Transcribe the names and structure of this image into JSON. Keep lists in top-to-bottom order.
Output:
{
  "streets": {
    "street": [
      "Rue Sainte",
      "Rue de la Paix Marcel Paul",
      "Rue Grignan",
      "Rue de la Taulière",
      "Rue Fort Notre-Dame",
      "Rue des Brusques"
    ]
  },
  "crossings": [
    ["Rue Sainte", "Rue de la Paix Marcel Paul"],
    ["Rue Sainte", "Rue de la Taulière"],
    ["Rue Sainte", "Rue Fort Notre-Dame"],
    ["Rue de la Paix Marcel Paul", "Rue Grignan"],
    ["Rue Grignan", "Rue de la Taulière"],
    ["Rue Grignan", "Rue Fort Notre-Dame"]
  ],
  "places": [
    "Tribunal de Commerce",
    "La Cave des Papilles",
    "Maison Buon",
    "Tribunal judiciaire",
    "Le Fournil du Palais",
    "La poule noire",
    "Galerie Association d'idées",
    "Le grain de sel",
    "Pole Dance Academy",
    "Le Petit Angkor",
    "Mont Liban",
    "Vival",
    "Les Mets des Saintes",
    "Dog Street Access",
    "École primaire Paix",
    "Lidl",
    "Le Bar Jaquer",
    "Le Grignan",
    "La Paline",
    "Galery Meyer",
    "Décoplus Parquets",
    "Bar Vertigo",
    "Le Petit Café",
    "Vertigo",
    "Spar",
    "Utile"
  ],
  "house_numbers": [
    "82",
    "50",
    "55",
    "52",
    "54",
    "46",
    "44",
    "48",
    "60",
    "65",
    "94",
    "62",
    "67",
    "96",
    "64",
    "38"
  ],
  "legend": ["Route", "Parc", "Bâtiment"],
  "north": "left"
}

#####

Problem requirements: Scan the lines above, and whenever one holds the string "Marcel", copy it.

Exercise answer:
      "Rue de la Paix Marcel Paul",
    ["Rue Sainte", "Rue de la Paix Marcel Paul"],
    ["Rue de la Paix Marcel Paul", "Rue Grignan"],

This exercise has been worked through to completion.